Den Grundstein dafür, dass der Traum von den Paralympics in Peking noch lebt, legte die Mannschaft mit teils begeisternden Auftritten bei der B-WM Ende September in Schweden. Dort schaffte Deutschland mit Platz zwei hinter China nicht nur den Aufstieg in die A-Gruppe, sondern sicherte sich auch die Teilnahme am Qualifikationsturnier – einzig der Austragungsort war noch offen. Nun steht fest: Das Turnier wird in Berlin-Charlottenburg in der Eishalle „PO9“, der Heimspielstätte des ECC Preussen Berlin, ausgetragen. Dort fand vor zwei Jahren, im November 2019, bereits die B-WM statt. „Wir nehmen die Chance gerne wahr und hoffen, dass wir mit der Ausrichtung des Turniers in Deutschland für eine Portion Zusatz-Motivation sorgen und unseren Beitrag leisten, damit die Mannschaft erfolgreich um das Peking-Ticket kämpft – wohlwissend, dass uns in den kommenden Wochen ein organisatorischer Kraftakt bevorsteht“, sagt DBS-Generalsekretär Torsten Burmester.

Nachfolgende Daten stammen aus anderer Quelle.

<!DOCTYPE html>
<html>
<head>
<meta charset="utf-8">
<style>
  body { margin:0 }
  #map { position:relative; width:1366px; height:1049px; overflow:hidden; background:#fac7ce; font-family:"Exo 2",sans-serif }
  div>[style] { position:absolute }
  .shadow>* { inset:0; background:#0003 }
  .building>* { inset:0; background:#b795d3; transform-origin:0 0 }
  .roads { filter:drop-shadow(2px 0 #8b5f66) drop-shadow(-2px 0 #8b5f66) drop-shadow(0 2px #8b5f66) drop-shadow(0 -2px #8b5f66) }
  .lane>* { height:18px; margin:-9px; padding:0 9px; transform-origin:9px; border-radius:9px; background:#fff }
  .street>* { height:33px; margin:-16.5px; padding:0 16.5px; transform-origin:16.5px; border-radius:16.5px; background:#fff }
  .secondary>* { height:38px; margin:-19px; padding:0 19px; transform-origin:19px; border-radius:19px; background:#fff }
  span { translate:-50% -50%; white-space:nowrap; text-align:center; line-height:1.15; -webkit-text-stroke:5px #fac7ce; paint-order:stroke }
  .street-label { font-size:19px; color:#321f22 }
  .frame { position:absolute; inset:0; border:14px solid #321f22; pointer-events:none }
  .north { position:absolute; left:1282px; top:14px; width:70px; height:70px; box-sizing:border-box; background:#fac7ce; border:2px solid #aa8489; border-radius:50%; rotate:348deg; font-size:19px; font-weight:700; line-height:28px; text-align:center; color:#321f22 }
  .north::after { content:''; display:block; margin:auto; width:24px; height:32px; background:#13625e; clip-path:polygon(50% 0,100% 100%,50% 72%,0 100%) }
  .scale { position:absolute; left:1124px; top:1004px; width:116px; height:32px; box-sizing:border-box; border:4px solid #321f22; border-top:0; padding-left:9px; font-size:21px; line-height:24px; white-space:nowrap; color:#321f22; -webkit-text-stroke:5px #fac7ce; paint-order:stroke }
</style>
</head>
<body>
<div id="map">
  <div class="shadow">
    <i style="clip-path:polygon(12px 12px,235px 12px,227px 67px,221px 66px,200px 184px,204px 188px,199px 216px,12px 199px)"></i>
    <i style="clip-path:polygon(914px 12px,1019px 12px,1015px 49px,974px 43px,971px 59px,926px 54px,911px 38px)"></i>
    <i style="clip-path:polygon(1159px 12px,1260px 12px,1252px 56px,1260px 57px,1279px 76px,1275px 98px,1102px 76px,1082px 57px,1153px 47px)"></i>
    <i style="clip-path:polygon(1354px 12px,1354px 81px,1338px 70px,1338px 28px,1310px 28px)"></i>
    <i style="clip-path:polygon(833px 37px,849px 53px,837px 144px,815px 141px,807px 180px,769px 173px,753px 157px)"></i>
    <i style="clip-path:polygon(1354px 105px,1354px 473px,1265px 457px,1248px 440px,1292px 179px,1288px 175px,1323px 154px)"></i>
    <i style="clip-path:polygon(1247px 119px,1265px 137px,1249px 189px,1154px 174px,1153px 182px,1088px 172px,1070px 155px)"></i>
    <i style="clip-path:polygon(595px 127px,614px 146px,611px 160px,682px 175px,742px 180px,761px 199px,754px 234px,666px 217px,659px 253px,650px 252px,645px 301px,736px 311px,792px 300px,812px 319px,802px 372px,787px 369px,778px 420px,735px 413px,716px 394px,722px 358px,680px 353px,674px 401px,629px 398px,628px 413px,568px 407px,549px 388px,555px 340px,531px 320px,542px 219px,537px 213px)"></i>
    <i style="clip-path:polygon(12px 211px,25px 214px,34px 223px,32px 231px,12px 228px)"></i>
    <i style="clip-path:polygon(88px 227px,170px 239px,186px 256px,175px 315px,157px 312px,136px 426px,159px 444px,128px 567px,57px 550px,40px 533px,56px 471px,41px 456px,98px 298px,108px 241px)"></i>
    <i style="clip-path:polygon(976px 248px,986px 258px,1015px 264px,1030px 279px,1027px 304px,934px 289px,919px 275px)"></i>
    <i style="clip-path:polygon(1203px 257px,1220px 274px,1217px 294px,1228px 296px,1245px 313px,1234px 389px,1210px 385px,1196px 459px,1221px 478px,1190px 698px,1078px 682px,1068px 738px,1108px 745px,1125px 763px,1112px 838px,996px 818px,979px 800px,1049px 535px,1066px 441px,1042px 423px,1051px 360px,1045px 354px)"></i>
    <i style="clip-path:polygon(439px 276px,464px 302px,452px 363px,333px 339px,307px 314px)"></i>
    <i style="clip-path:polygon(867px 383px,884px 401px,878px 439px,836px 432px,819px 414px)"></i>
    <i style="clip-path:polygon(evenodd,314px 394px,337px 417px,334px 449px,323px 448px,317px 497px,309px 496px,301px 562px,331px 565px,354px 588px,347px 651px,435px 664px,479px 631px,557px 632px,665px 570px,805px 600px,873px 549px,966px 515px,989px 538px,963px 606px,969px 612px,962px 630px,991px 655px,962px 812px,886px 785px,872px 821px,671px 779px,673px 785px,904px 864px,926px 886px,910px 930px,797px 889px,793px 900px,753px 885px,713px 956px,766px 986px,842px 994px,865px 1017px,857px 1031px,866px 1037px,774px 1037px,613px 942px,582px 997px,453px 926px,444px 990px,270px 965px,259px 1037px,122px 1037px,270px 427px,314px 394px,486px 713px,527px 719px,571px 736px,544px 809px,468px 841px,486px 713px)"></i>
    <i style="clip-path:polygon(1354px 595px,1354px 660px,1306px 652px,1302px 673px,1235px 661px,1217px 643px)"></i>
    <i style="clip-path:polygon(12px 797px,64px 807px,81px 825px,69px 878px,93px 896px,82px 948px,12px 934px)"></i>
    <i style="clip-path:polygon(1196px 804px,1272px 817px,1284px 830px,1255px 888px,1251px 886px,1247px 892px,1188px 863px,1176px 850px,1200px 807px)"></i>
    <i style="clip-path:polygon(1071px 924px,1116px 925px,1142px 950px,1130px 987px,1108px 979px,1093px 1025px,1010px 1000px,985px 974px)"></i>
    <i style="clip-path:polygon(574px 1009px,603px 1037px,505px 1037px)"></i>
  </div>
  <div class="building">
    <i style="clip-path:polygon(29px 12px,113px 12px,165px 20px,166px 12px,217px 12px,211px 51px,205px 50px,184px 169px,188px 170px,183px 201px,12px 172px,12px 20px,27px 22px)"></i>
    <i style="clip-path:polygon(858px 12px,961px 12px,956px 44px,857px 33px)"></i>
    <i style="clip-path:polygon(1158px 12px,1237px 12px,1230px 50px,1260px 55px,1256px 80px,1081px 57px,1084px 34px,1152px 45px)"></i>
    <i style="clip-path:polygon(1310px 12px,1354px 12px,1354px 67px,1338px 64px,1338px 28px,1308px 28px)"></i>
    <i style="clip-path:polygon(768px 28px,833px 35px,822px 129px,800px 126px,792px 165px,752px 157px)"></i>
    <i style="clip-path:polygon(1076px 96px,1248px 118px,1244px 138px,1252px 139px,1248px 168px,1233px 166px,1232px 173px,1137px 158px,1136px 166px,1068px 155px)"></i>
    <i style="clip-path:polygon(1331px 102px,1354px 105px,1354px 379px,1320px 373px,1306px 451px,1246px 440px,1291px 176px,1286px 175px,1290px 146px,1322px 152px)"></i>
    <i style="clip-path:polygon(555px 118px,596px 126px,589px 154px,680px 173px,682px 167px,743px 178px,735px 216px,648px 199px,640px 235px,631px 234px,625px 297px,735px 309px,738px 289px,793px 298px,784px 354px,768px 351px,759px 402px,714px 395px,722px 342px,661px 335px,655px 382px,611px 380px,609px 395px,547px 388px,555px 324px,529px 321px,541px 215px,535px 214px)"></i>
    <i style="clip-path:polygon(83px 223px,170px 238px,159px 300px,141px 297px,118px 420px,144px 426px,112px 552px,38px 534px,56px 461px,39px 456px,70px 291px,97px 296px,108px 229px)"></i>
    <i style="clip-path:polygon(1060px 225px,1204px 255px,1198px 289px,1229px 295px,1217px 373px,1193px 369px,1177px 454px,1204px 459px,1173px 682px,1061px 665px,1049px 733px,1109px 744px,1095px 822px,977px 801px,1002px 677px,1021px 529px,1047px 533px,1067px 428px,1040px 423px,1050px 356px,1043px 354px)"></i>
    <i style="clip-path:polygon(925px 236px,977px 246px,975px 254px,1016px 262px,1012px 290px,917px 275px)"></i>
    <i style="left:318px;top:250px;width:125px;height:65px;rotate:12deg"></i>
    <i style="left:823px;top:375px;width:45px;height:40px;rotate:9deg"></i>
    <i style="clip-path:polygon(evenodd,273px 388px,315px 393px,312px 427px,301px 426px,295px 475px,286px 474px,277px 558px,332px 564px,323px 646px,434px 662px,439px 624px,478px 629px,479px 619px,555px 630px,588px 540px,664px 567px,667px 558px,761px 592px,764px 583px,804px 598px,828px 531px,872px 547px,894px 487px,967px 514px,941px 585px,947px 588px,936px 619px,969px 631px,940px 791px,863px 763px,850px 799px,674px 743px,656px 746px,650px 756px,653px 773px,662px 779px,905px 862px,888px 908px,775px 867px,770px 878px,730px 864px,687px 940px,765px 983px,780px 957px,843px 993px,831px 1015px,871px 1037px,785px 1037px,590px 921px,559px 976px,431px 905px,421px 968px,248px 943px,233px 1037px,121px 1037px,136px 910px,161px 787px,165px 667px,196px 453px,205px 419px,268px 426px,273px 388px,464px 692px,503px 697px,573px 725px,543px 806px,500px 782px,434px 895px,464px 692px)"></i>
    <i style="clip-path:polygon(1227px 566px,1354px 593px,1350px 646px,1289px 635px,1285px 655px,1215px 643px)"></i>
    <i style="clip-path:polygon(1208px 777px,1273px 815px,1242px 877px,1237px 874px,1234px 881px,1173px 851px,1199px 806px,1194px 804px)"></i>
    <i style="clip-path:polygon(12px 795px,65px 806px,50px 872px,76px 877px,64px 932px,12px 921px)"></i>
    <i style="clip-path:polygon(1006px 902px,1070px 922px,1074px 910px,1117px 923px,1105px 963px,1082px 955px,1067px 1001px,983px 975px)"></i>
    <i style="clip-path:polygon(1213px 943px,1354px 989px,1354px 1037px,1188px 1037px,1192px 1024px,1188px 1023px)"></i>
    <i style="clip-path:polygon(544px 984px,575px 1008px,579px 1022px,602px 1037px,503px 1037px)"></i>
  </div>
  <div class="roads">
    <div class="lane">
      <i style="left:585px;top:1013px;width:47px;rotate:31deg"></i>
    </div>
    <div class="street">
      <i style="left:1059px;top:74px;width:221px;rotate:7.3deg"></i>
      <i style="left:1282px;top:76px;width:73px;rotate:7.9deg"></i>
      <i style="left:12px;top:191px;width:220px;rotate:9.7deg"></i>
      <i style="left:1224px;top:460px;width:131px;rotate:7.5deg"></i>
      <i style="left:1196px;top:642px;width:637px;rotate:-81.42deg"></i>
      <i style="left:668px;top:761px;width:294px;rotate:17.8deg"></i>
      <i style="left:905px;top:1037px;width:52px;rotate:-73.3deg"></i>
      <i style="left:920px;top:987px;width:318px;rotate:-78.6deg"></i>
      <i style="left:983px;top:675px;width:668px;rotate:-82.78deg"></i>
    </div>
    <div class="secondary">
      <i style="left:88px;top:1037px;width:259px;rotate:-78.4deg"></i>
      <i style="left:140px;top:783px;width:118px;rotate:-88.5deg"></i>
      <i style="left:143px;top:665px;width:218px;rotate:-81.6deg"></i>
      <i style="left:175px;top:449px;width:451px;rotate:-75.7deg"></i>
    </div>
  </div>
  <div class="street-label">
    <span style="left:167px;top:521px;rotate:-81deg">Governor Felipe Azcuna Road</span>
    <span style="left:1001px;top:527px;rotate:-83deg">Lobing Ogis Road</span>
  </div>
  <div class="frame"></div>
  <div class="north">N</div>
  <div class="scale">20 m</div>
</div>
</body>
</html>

Für die deutsche Nationalmannschaft und den vier sächsischen Spielern wird es ein Kraftakt auf dem Eis. Sechs Mannschaften duellieren sich vom 26. November bis 1. Dezember an fünf Spieltagen (29. November Ruhetag) und in insgesamt 15 Partien um die letzten beiden Plätze. Neben der Auswahl des Trainer-Duos Andreas Pokorny und Michael Gursinsky kämpfen noch Norwegen, Italien, Schweden, die Slowakei und Japan im Modus „Jeder-gegen-Jeden“ um die Paralympics-Qualifikation. „Wir haben fünf Endspiele und dürfen uns keine Ausrutscher erlauben. Bei der B-WM und in den Testspielen haben wir viel Selbstvertrauen gesammelt und wollen mit breiter Brust auftreten“, betont Pokorny. Bevor es in Berlin ernst wird, bestreitet die deutsche Nationalmannschaft Anfang November noch einen Lehrgang in Dresden mit zwei Testspielen gegen Tschechien als Generalprobe. Eine Woche später folgt ein weiterer Lehrgang in Krefeld mit einem Auftritt im Rahmen des Deutschland-Cups – und damit beste Werbung für die Sportart Para Eishockey und das Qualifikationsturnier in Berlin ab dem 26. November.